OLG Hamm: Unterhalt trotz Jobverlust – Wer weniger verdient, muss sich erklären

23.10.2025, Autor: Herr Bernd Giese / Lesedauer ca. 2 Min. (13 mal gelesen)
Das OLG Hamm entschied, dass Unterhaltspflichtige sich nicht auf ein geringeres Einkommen berufen können, wenn sie nicht nachweisen, dass sie trotz ernsthafter Bemühungen keine gleichwertige Arbeit gefunden haben. Wer diesen Nachweis schuldig bleibt, muss sich ein fiktiv höheres Einkommen zurechnen lassen – mit Folgen für die Unterhaltshöhe.

Wer unterhaltspflichtig ist, kann sich nicht ohne Weiteres auf ein geringeres Einkommen berufen, wenn er den Arbeitsplatz wechselt oder eine schlechter bezahlte Stelle antritt. Das Oberlandesgericht Hamm hat in einer aktuellen Entscheidung (Beschl. v. 23.6.2025 – 4 UF 125/24) klargestellt: Sinkt das Einkommen nach einer Kündigung deutlich ab, muss der Unterhaltspflichtige konkret darlegen, dass er keine gleichwertige Beschäftigung finden konnte.

Der Fall: Nach Kündigung weniger Lohn – und weniger Unterhalt?

Ein Vater war seinen beiden kleinen Kindern gegenüber barunterhaltspflichtig.
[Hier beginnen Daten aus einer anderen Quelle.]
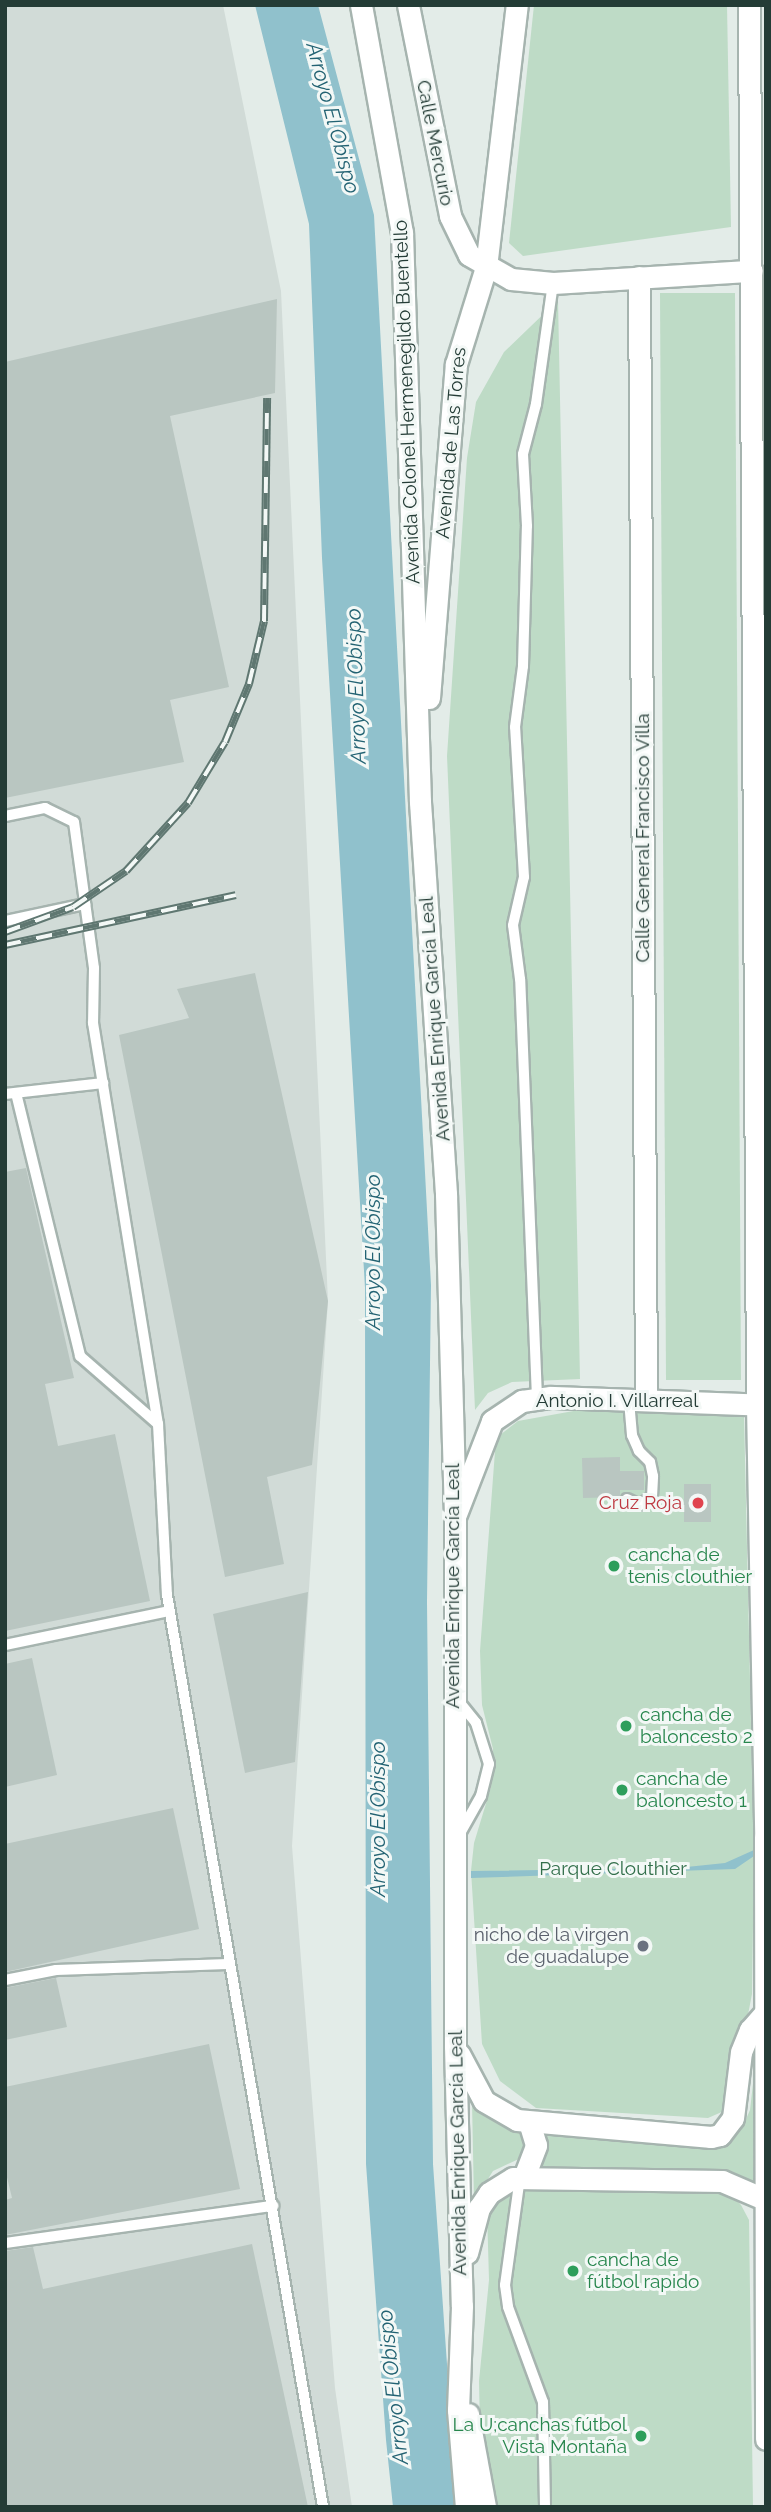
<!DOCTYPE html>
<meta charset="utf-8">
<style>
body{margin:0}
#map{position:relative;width:771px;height:2512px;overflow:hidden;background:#e3ece8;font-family:Raleway,sans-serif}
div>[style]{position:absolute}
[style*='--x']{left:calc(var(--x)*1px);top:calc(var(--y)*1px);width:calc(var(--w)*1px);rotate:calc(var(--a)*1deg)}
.built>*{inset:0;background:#d1dbd7}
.green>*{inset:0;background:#bedbc6}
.water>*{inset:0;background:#90c1cc}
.building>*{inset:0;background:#b9c6c1}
.roads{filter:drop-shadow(2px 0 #a6b4af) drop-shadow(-2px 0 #a6b4af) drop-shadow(0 2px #a6b4af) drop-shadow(0 -2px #a6b4af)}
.lane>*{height:10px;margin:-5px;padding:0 5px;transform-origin:5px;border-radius:5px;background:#fff}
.street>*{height:21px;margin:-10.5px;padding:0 10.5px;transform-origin:10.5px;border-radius:10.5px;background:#fff}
.secondary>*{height:21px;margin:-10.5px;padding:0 10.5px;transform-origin:10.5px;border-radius:10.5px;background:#fff}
.rail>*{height:8px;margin-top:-4px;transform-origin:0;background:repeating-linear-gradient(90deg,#f3f8f6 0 16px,#5f7771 0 32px);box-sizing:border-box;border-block:2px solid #5f7771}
.dots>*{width:19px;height:19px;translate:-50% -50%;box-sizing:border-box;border:4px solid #f3f8f6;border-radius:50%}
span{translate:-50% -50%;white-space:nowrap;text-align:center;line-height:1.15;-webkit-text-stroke:6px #f3f8f6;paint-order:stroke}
.street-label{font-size:19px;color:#243c36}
.health-label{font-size:19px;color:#be3a42}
.right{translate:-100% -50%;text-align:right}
.leisure-label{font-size:19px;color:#27864d}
.left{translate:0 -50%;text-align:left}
.park-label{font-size:19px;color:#326f4b}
.worship-label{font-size:19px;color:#5b616d}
.water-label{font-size:21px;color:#236373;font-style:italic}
.frame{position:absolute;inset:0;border:7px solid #243c36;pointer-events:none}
</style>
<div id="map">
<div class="built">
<div style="clip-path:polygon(5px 5px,223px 5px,281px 291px,328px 1301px,292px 1846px,335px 2388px,352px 2507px,5px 2507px)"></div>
</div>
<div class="green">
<div style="clip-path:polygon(534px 5px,727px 5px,731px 227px,523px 256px,509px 243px)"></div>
<div style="clip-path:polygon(660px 293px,735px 293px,741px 1380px,666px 1380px)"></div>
<div style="clip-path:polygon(558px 300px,580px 1379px,512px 1382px,488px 1393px,475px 1410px,447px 756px,467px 458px,476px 402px,504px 352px)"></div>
<div style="clip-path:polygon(579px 1410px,744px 1415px,754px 1856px,752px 1994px,733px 2092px,724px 2111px,708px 2118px,536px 2108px,500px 2081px,482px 2044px,471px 1871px,474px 1843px,491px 1787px,493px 1749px,482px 1705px,480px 1651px,496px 1438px,518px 1421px)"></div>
<div style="clip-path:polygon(756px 2057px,758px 2187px,538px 2171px,546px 2148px,544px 2132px,732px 2134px,743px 2126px,750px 2110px)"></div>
<div style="clip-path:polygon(472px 2102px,492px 2120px,521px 2130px,528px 2138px,523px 2157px,493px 2171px,474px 2201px)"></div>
<div style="clip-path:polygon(512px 2185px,715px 2190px,730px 2193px,741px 2205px,749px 2220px,753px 2507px,493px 2507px,480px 2431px,479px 2381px,489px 2280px,487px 2212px,492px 2197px)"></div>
</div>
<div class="water">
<div style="clip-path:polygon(255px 5px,318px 5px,374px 215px,431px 1285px,427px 1602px,433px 2164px,457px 2507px,393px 2507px,386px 2440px,366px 2164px,365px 1288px,322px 558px,309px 224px)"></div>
<div style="clip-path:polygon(754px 1850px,754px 1856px,735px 1869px,471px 1878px,471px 1871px,677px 1868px,725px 1863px)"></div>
</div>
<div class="building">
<div style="clip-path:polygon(277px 299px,275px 393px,170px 416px,229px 687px,170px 700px,184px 762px,5px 798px,5px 362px)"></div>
<div style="clip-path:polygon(255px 973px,328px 1301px,312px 1465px,267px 1477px,284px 1564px,225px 1577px,119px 1035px,189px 1018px,177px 989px)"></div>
<div style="clip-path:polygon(26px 1168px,74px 1378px,45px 1384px,58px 1446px,115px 1434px,150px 1601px,5px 1631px,5px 1172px)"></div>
<div style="clip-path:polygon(620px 1457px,620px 1471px,644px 1471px,644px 1490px,620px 1490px,620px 1497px,583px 1498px,582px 1458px)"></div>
<div style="clip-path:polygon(684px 1484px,711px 1484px,711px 1522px,684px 1522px)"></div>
<div style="clip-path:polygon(308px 1592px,295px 1762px,245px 1773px,213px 1614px)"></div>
<div style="clip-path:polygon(32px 1658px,57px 1775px,5px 1787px,5px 1664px)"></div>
<div style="clip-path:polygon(173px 1808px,199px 1929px,5px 1972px,5px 1844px)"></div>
<div style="clip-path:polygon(56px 1978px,67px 2027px,5px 2040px,5px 1988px)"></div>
<div style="clip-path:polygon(209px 2044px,240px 2189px,5px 2235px,5px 2200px,12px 2198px,5px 2169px,5px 2087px)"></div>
<div style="clip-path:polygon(252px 2244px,308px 2507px,5px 2507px,5px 2251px,33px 2247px,43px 2289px)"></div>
</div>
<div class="roads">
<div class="lane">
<div style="--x:5;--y:816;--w:41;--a:-11.3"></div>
<div style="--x:45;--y:808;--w:32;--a:26"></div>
<div style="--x:74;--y:822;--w:147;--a:82.2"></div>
<div style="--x:94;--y:968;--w:55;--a:91"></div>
<div style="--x:93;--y:1023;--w:406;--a:80.8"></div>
<div style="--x:158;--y:1424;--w:171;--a:87"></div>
<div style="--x:167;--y:1595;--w:925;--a:80.29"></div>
<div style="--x:5;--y:921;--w:82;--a:-12"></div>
<div style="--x:16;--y:1093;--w:271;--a:76.3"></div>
<div style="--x:80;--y:1356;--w:103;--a:41.1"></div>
<div style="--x:5;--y:1094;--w:99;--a:-6.4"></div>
<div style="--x:537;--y:1398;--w:419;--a:-92.3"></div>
<div style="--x:520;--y:979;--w:54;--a:-97.4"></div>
<div style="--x:513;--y:925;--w:49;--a:-77.1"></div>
<div style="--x:524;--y:877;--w:150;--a:-93.4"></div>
<div style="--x:515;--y:727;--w:62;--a:-82.5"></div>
<div style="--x:523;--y:666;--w:140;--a:-88.4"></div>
<div style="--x:527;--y:526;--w:72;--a:-93.2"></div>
<div style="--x:523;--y:454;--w:52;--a:-75.4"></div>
<div style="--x:536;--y:404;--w:122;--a:-82"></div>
<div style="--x:627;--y:1499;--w:14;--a:25"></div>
<div style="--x:640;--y:1505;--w:14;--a:-34"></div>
<div style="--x:652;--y:1497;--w:21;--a:-87"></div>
<div style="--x:653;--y:1476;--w:14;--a:-102"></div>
<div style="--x:650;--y:1462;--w:16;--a:-135"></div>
<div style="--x:639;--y:1451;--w:17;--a:-114"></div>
<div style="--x:632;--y:1435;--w:36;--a:-95"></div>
<div style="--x:5;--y:1645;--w:167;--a:-11.7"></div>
<div style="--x:456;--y:1698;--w:32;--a:51"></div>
<div style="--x:476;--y:1723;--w:43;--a:72.4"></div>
<div style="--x:489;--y:1764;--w:33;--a:104"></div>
<div style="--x:481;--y:1796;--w:47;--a:119.3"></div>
<div style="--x:5;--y:1980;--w:52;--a:-11.1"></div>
<div style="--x:56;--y:1970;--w:172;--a:-2"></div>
<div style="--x:520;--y:2177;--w:109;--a:97.9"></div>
<div style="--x:505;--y:2285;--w:22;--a:82"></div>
<div style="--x:508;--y:2307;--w:101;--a:69.8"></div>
<div style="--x:543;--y:2402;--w:105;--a:88.9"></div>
<div style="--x:5;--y:2243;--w:271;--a:-7.9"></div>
</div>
<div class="street">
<div style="--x:639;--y:277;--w:1122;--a:89.64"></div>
<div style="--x:456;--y:1514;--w:100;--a:-68.8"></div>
<div style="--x:492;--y:1421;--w:36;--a:-34"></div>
<div style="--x:522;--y:1401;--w:29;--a:-8"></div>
<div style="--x:551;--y:1397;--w:215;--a:2.1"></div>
</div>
<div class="secondary">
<div style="--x:361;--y:5;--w:231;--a:79.8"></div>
<div style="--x:402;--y:232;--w:570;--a:88.19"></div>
<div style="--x:420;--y:802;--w:393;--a:86.2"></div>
<div style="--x:446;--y:1194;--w:322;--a:88.4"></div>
<div style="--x:455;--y:1516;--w:530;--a:90"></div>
<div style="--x:455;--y:2046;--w:260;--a:88.5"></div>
<div style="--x:462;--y:2306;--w:104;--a:92.2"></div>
<div style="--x:458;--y:2410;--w:97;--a:85.3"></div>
<div style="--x:408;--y:5;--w:215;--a:78.7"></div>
<div style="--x:450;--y:216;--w:43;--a:64"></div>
<div style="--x:469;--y:255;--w:48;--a:29.7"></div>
<div style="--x:511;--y:279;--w:42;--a:5.4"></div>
<div style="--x:553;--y:283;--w:199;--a:-3.5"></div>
<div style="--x:749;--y:5;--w:1400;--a:89.67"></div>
<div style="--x:757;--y:1405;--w:432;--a:88.9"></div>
<div style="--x:765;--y:1837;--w:602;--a:89.9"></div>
<div style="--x:429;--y:698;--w:335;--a:-85.4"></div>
<div style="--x:456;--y:364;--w:102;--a:-72.8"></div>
<div style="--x:486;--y:267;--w:264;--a:-83.3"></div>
<div style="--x:459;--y:2054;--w:53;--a:62"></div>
<div style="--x:484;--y:2101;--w:38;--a:30"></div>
<div style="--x:517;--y:2120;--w:195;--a:5"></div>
<div style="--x:711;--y:2137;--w:9;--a:-13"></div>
<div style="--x:720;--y:2135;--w:21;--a:-53"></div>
<div style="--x:733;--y:2118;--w:66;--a:-83.1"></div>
<div style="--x:741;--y:2052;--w:24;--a:-68"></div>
<div style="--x:750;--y:2030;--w:21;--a:-49"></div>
<div style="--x:524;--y:2177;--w:34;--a:-69"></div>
<div style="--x:536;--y:2145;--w:24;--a:-107"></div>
<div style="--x:467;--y:2253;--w:47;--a:-75.1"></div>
<div style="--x:479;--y:2208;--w:18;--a:-56"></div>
<div style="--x:489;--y:2193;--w:28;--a:-32"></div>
<div style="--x:513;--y:2178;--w:209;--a:0.8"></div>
<div style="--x:722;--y:2181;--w:46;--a:23.2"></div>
<div style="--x:468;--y:2414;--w:95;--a:79.6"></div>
</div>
</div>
<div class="rail">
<div style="--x:5;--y:932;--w:72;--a:-20.2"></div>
<div style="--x:73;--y:907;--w:64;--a:-34.2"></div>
<div style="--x:126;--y:871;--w:92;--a:-47.6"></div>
<div style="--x:188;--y:803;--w:71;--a:-58.8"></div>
<div style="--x:225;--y:742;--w:63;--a:-67.5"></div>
<div style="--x:249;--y:684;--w:65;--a:-76.6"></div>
<div style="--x:264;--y:621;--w:223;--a:-89.2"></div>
<div style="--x:5;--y:945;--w:236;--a:-12.2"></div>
</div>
<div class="dots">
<div style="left:698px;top:1503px;background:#e0444e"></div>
<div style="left:614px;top:1566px;background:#2e9e5b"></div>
<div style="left:626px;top:1726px;background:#2e9e5b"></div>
<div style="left:622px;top:1790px;background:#2e9e5b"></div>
<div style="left:643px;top:1946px;background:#6b7280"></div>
<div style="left:573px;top:2271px;background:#2e9e5b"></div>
<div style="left:641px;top:2436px;background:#2e9e5b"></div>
</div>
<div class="street-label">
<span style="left:435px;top:143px;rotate:79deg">Calle Mercurio</span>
<span style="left:407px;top:402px;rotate:-92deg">Avenida Colonel Hermenegildo Buentello</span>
<span style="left:451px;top:443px;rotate:-85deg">Avenida de Las Torres</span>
<span style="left:643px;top:838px;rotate:-90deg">Calle General Francisco Villa</span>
<span style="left:435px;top:1019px;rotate:-94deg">Avenida Enrique García Leal</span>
<span style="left:617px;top:1401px">Antonio I. Villarreal</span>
<span style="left:453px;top:1586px;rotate:-90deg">Avenida Enrique García Leal</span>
<span style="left:458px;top:2153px;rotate:-91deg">Avenida Enrique García Leal</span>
</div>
<div class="health-label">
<span class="right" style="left:682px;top:1503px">Cruz Roja</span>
</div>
<div class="leisure-label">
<span class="left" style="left:628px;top:1566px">cancha de<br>tenis clouthier</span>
<span class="left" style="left:640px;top:1726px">cancha de<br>baloncesto 2</span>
<span class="left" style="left:636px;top:1790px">cancha de<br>baloncesto 1</span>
<span class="left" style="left:587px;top:2271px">cancha de<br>fútbol rapido</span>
<span class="right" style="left:627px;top:2436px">La U;canchas fútbol<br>Vista Montaña</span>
</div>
<div class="park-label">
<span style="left:613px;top:1869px">Parque Clouthier</span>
</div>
<div class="worship-label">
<span class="right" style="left:629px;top:1946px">nicho de la virgen<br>de guadalupe</span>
</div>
<div class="water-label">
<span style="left:333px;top:118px;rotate:75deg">Arroyo El Obispo</span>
<span style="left:356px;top:686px;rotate:-92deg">Arroyo El Obispo</span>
<span style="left:373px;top:1252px;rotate:-90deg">Arroyo El Obispo</span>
<span style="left:378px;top:1819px;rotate:-90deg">Arroyo El Obispo</span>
<span style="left:393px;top:2387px;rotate:-96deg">Arroyo El Obispo</span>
</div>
<div class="frame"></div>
</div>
Nach einer betriebsbedingten Kündigung hatte er zunächst Arbeitslosengeld bezogen und anschließend eine neue Stelle angenommen – allerdings zu deutlich schlechteren Konditionen. Während er zuvor rund 21 € pro Stunde verdiente, erhielt er nun nur noch 17 €.

Die Kindesmutter verlangte Unterhalt auf Basis des früheren Einkommens. Der Vater argumentierte, er könne sich nur nach seinen tatsächlichen Einkünften richten lassen, da er keine besser bezahlte Arbeit gefunden habe. Das Familiengericht gab der Mutter teilweise Recht – das OLG Hamm bestätigte die Entscheidung im Wesentlichen.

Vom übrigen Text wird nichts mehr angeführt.